Phil Brown, un nom qui ne parlera qu'aux examinateurs de notes de pochettes. Musicien de session des années 80, l'homme est embauché par Warner comme auteur compositeur maison (à la manière des scénaristes pour le cinéma), pour les artistes "mainstream" du catalogue (Cher, Bonnie Tyler, Pat Benatar ou Tower of Power). A l'occasion guitariste de studio même pas crédité (Little Feat), Phil Brown connaît deux expériences de groupes : deuxième guitariste en 1979 derrière Neil Schon (avec John McVie à la basse et Andy Newmark à la batterie) pour l'album du chanteur Robert Fleischman, deuxième guitariste encore en 1980 de l'obscur groupe Black Rose (Cher en était la chanteuse, Steve Porcaro le claviers et Led Dudek le guitariste lead). Essayez d'être connu avec ça !

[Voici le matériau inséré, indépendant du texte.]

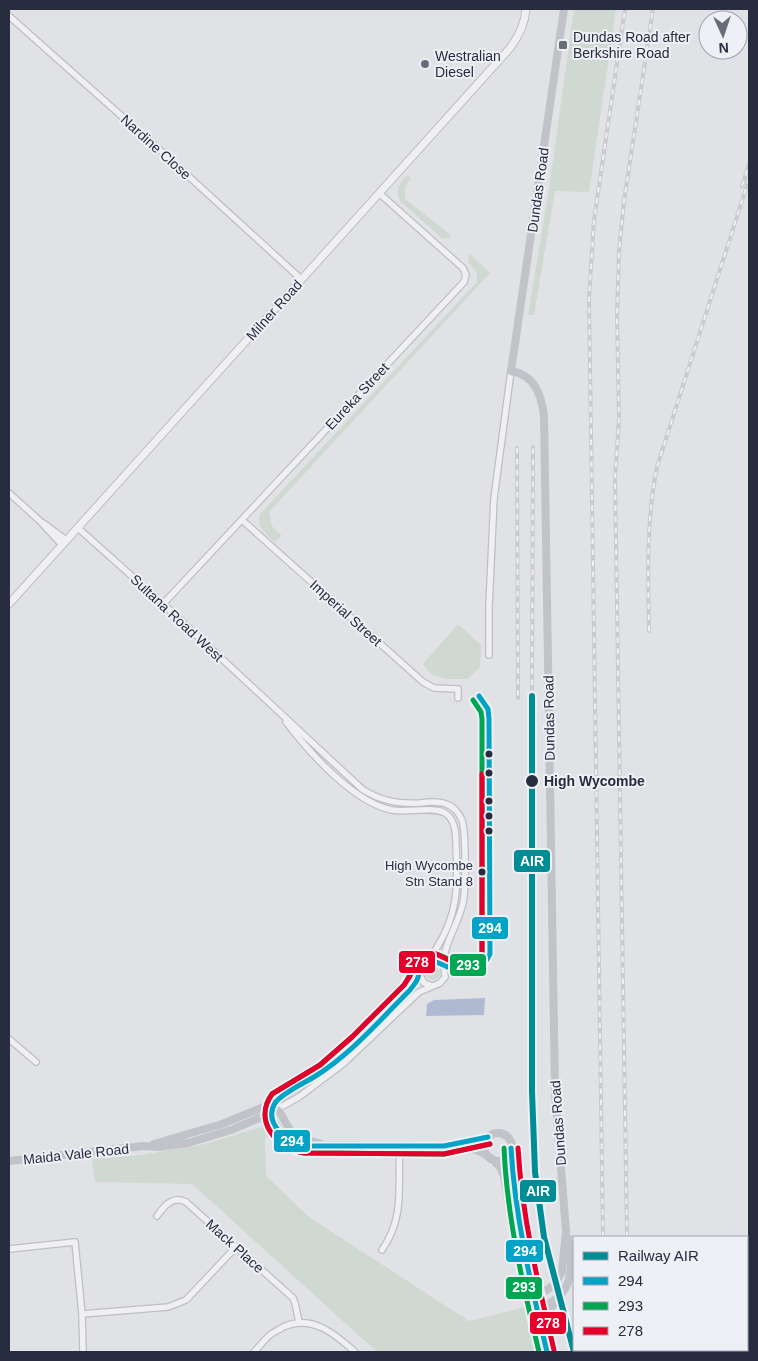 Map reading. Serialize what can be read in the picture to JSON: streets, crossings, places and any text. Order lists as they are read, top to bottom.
{
  "streets": {
    "main road": ["Dundas Road", "Maida Vale Road"],
    "street": [
      "Nardine Close",
      "Milner Road",
      "Eureka Street",
      "Imperial Street",
      "Sultana Road West",
      "Mack Place"
    ]
  },
  "crossings": [
    ["Nardine Close", "Milner Road"],
    ["Milner Road", "Eureka Street"],
    ["Milner Road", "Sultana Road West"],
    ["Eureka Street", "Imperial Street"],
    ["Eureka Street", "Sultana Road West"]
  ],
  "places": {
    "transit": ["Dundas Road after Berkshire Road"],
    "other": ["Westralian Diesel", "High Wycombe", "High Wycombe Stn Stand 8"]
  },
  "lines": [
    "rail line AIR",
    "transit line 294",
    "transit line 293",
    "transit line 278"
  ],
  "legend": [
    "Railway AIR",
    "294",
    "293",
    "278"
  ],
  "north": "bottom"
}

"Cruel intentions" est le premier album sous son nom, à cinquante ans, et c'est plutôt une jolie réussite. Car, si l'homme a un savoir-faire de vieux briscard, il ne s'en sert jamais comme paravent, et sait au contraire installer des atmosphères, sur ses propres compos comme sur les reprises osées qu'il se permet (Jimi Hendrix, Charlie Mingus...). Phil Brown s'occupe de tout, la guitare, la batterie, la basse et chante, une voix voilée comme il faut, aux réminiscences du Steve Miller de "Sailor" ou "Children of the future" ou de Tony Joe White. Le jeu de guitare peut rappeler Jeff Beck ou Robin Trower (les gros largages de puissance, bien saturés en effets, les dissonances).

"Charmed life" en ouverture démontre que Brown ne la joue pas commercial, le morceau est plombé, lourd de sustain et de distorsion, guitare rampante et centrale, juste effleurée par la voix et la batterie métronomique... pas vraiment "marketing". "Grind me" installe le tempo général, médian, chanson parcourue de frissons funky qui invite au plus lent "Hour to kill". Avant une fin d'album plus convenue, plus coulée, moins excitante, fleurant son Knopfler ("Heaven") ou parfois la variété ("La-lah-land", "Diva"), le coeur est en quatrième ligne, avec les trois reprises enfilées à la suite : "Rolling and tumbling" de Muddy Waters (voix torturée), "If 6 was 9" d'Hendrix (version baroque bourrée de breaks et d'effets mais sans surcharge, sorte d'expérience hallucinatoire sans acide et voix très proche de l'esprit Hendrix) et "Goodbye pork pie hat" de Mingus (quasi planante, on pense à Weather Report, à Santana surtout pour la guitare en survol rase-mottes...).